§ **Task goal**:
Every line of the following records that includes "isNaN" should be copied.

§ **Records drawn from a dataset**:
^^^^^^^^^^^^^^^^

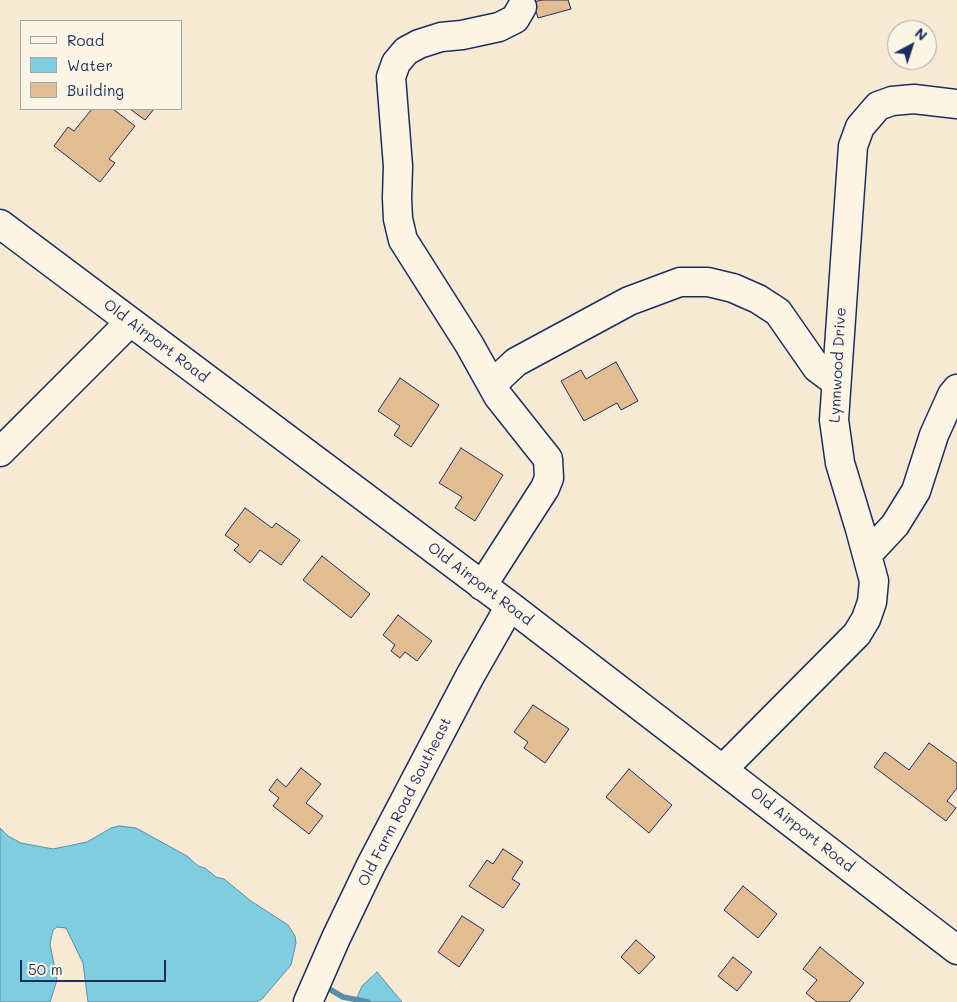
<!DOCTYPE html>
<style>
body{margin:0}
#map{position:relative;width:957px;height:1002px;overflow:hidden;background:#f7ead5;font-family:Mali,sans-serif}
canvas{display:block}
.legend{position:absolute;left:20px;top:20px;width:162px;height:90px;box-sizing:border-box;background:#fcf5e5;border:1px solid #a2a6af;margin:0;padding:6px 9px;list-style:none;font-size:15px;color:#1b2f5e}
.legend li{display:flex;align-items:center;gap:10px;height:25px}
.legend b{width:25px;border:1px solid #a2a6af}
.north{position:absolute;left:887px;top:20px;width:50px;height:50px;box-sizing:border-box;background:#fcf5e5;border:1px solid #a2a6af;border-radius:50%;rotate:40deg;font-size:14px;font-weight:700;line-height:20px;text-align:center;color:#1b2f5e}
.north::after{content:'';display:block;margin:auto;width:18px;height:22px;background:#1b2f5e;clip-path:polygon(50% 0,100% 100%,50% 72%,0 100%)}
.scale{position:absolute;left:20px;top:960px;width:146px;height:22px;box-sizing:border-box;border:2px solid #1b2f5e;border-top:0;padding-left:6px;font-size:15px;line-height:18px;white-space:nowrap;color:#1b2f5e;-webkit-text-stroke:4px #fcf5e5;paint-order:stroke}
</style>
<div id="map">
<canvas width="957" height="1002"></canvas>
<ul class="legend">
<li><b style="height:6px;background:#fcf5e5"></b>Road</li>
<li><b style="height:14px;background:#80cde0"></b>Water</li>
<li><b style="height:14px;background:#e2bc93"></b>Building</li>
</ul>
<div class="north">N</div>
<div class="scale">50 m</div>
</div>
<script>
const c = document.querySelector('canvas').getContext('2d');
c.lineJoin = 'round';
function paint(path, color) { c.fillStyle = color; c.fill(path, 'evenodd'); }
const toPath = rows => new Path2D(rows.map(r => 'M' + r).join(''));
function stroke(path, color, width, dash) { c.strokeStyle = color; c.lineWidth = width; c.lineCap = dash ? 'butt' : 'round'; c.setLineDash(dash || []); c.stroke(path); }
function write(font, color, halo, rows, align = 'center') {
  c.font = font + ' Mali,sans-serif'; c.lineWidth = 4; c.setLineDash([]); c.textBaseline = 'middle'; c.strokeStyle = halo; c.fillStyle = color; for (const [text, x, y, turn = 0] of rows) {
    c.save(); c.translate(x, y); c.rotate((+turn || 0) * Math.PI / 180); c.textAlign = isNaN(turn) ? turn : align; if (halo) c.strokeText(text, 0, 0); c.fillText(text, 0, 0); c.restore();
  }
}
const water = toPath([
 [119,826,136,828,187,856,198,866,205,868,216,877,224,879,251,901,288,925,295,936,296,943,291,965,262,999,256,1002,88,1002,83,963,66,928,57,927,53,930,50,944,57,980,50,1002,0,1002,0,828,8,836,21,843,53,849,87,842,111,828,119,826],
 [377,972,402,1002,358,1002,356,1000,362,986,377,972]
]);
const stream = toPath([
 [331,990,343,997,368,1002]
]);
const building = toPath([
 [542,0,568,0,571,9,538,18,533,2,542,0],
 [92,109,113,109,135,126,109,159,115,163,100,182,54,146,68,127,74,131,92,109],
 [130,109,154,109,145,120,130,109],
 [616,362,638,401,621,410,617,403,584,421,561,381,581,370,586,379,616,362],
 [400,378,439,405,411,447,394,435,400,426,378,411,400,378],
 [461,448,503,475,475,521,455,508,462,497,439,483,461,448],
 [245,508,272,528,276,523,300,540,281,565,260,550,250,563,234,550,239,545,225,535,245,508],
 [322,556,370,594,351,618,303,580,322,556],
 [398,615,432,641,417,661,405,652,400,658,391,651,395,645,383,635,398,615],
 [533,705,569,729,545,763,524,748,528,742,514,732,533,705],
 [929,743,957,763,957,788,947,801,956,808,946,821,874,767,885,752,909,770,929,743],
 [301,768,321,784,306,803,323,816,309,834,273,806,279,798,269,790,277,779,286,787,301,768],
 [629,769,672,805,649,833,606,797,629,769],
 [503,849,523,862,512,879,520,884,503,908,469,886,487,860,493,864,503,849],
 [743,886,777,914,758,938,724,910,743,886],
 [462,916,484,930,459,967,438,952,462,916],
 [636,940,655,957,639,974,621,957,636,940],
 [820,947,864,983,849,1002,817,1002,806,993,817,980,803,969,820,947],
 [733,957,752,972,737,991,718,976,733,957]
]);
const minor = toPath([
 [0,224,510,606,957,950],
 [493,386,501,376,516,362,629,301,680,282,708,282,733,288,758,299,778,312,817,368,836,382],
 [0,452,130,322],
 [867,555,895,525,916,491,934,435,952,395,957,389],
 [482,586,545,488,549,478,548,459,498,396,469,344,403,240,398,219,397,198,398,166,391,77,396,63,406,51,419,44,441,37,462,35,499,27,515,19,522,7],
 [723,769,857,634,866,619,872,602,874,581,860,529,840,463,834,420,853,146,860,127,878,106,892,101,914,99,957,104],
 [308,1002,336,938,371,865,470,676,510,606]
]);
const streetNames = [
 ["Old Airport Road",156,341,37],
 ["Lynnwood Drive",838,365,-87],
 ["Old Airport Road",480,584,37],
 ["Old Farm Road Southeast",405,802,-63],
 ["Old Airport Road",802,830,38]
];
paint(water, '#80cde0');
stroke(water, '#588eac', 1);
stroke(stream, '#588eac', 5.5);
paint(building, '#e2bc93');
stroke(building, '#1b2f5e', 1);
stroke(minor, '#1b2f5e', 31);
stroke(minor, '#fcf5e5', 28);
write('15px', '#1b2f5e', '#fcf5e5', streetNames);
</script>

^^^^^^^^^^^^^^^^

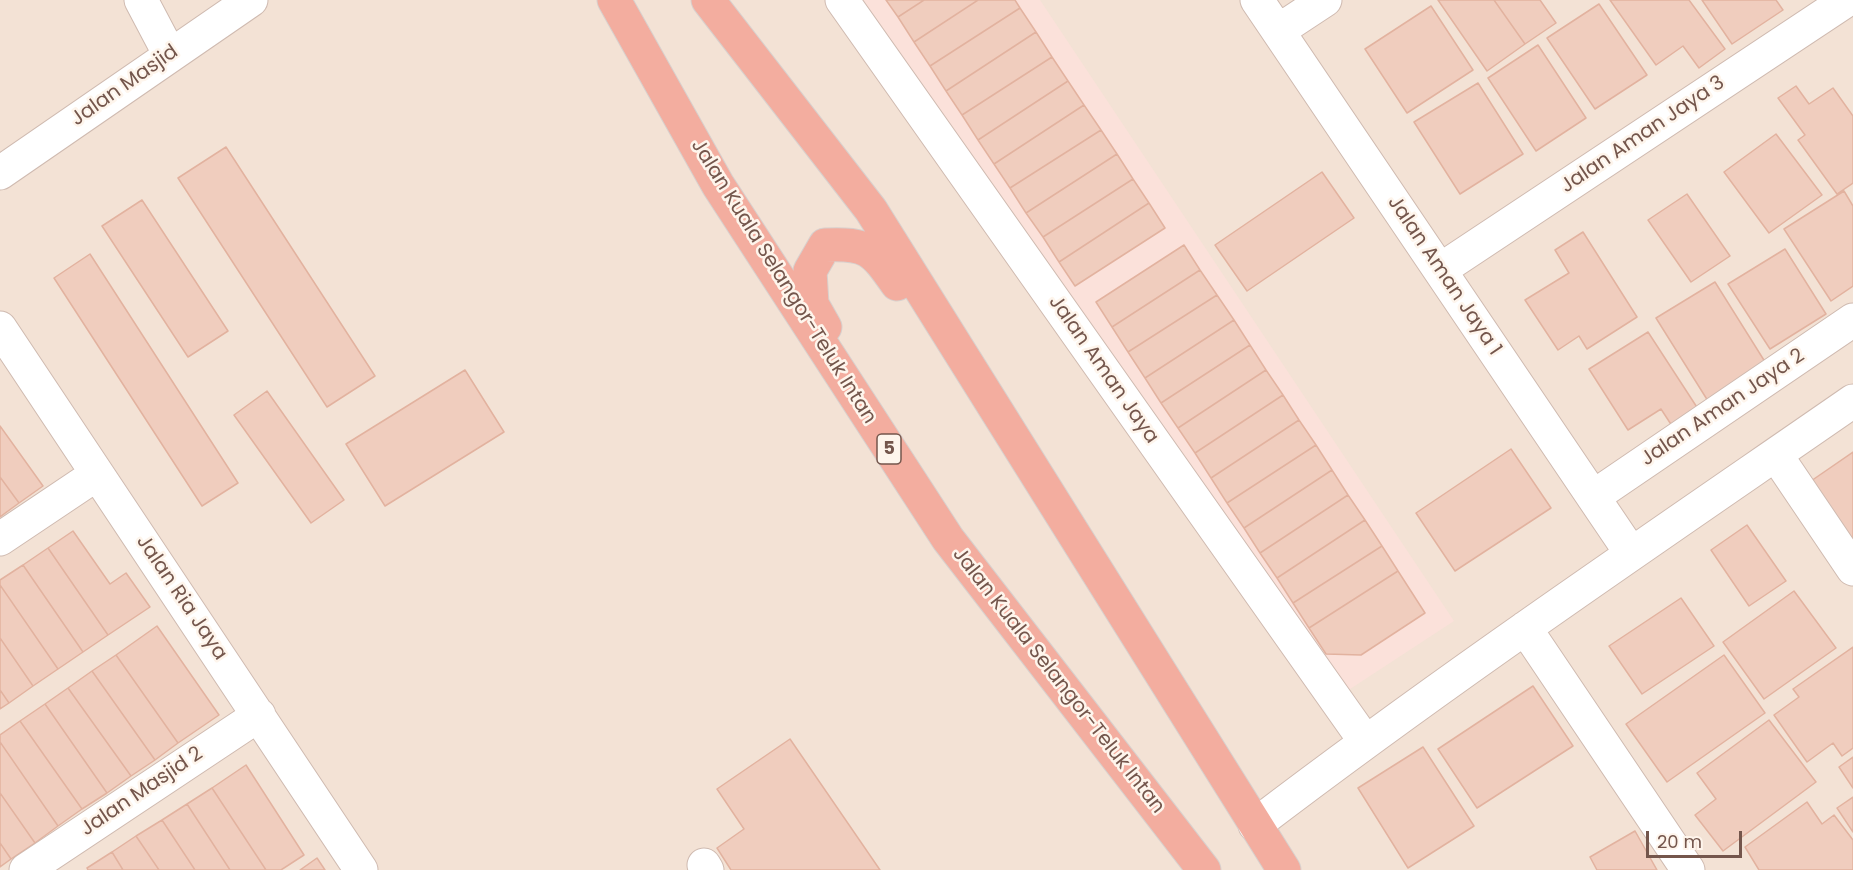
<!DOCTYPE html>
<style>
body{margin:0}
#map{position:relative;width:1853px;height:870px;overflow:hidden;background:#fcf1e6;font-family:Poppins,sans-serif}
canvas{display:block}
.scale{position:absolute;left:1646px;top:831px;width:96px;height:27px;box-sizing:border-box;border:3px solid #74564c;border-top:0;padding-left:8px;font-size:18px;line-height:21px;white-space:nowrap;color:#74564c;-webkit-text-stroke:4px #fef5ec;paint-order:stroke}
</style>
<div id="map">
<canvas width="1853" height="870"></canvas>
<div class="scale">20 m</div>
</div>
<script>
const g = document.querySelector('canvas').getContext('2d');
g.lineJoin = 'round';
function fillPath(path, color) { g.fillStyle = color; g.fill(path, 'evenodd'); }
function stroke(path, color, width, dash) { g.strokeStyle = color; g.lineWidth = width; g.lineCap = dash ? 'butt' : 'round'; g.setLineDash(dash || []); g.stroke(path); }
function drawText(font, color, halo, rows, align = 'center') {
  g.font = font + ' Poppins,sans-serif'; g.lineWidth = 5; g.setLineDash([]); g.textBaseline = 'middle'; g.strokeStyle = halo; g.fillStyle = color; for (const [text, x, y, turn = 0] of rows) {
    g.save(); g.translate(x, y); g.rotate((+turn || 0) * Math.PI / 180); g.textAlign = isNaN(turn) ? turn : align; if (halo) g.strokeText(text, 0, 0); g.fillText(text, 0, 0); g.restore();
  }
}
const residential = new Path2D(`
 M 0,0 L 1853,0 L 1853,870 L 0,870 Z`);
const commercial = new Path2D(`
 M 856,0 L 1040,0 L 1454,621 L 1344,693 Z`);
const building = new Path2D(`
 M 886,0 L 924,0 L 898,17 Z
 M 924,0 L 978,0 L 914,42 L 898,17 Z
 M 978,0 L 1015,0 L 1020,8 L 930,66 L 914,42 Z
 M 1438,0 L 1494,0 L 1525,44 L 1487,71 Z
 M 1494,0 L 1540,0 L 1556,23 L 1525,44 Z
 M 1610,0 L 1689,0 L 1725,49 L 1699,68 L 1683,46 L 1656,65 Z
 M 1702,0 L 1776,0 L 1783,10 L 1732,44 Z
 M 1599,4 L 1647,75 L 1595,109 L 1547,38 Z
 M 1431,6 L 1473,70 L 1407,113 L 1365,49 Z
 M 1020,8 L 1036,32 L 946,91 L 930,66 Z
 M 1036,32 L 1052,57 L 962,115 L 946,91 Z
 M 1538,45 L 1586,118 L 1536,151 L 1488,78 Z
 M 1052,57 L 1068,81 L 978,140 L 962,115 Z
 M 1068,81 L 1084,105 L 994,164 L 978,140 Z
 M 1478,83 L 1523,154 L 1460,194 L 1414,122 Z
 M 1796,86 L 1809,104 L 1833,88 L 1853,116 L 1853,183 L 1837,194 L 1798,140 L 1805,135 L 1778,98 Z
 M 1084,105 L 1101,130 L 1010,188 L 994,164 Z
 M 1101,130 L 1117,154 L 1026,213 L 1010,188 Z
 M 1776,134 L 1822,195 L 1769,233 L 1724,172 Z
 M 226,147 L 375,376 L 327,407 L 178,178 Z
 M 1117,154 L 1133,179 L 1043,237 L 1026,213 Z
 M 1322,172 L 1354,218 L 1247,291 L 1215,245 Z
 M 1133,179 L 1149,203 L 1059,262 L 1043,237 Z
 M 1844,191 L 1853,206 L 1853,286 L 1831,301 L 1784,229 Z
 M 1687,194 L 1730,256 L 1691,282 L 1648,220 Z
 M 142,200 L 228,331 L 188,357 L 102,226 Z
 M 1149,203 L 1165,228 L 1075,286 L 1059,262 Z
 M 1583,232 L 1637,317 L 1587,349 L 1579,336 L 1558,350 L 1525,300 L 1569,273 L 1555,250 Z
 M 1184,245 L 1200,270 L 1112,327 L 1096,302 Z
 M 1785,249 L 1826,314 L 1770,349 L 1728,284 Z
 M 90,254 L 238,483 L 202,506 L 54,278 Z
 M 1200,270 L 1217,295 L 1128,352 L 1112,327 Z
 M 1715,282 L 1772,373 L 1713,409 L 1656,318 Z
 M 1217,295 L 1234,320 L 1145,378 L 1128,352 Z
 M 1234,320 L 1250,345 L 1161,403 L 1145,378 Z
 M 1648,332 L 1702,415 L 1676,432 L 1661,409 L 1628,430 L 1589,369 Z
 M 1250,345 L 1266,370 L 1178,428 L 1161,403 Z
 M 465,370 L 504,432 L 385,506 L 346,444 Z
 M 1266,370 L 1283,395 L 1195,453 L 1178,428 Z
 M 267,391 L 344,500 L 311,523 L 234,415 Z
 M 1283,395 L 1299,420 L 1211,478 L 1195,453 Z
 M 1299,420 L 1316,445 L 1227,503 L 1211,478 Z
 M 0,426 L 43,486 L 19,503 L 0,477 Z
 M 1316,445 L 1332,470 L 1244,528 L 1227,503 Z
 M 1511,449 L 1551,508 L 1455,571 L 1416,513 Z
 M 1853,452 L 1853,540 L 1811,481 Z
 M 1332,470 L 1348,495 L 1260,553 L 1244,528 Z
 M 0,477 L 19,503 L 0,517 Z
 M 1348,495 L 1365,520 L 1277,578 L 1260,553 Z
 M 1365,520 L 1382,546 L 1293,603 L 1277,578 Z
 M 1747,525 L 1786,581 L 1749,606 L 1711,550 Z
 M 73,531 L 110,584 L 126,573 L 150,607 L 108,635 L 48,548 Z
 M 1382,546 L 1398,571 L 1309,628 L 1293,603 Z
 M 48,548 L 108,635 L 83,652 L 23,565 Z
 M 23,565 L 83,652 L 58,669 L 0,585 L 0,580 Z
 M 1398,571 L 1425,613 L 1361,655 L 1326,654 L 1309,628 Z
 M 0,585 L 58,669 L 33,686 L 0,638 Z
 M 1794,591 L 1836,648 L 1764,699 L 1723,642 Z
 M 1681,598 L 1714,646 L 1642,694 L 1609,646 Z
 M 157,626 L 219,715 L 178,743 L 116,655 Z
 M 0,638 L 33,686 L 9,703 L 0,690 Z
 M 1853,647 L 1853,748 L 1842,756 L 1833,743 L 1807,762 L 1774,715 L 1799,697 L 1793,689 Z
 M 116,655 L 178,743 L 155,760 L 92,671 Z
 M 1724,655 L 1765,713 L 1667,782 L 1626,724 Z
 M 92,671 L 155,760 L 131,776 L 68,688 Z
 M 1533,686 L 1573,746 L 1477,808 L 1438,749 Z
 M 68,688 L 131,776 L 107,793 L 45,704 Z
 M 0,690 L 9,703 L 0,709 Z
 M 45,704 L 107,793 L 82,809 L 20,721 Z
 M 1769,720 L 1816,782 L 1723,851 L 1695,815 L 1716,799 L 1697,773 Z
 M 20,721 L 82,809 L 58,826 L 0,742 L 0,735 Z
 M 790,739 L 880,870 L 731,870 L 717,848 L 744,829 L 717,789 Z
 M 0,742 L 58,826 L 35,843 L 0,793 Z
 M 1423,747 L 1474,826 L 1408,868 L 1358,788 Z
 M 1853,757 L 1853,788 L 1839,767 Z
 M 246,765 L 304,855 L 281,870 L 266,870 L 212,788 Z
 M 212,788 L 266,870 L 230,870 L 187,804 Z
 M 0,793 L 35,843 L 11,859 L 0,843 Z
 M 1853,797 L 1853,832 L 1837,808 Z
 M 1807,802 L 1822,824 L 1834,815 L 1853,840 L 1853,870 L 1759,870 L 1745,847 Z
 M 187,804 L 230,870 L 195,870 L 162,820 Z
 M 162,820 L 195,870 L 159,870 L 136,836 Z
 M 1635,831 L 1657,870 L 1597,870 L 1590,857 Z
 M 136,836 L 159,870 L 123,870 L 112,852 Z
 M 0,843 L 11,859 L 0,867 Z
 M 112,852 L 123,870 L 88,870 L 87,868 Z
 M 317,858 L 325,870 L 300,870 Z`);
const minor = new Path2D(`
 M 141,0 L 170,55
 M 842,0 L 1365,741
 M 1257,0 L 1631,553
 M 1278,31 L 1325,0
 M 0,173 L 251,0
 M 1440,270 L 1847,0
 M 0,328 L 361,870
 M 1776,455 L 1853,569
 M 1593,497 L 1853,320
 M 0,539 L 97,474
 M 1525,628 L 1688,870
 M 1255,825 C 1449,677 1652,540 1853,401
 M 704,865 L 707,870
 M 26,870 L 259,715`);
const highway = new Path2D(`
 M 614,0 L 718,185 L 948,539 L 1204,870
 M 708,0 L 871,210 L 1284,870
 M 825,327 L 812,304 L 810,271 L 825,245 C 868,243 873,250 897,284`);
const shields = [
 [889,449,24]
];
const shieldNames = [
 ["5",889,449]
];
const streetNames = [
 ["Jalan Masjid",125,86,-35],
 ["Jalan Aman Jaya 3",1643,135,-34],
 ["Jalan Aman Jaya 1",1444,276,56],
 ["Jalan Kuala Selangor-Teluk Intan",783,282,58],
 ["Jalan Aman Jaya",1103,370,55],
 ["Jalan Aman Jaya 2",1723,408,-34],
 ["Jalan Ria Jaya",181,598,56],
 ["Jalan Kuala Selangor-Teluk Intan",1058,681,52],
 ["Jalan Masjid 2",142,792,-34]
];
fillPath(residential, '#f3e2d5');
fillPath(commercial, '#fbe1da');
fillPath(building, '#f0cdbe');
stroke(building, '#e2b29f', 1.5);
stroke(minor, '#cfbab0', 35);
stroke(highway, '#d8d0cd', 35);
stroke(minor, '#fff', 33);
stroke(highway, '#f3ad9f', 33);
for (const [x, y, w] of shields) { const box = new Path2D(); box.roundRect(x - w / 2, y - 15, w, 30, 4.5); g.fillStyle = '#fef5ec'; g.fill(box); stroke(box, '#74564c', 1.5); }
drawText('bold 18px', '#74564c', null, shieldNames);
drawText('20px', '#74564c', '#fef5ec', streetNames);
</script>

^^^^^^^^^^^^^^^^

§ **Result**:
    c.save(); c.translate(x, y); c.rotate((+turn || 0) * Math.PI / 180); c.textAlign = isNaN(turn) ? turn : align; if (halo) c.strokeText(text, 0, 0); c.fillText(text, 0, 0); c.restore();
    g.save(); g.translate(x, y); g.rotate((+turn || 0) * Math.PI / 180); g.textAlign = isNaN(turn) ? turn : align; if (halo) g.strokeText(text, 0, 0); g.fillText(text, 0, 0); g.restore();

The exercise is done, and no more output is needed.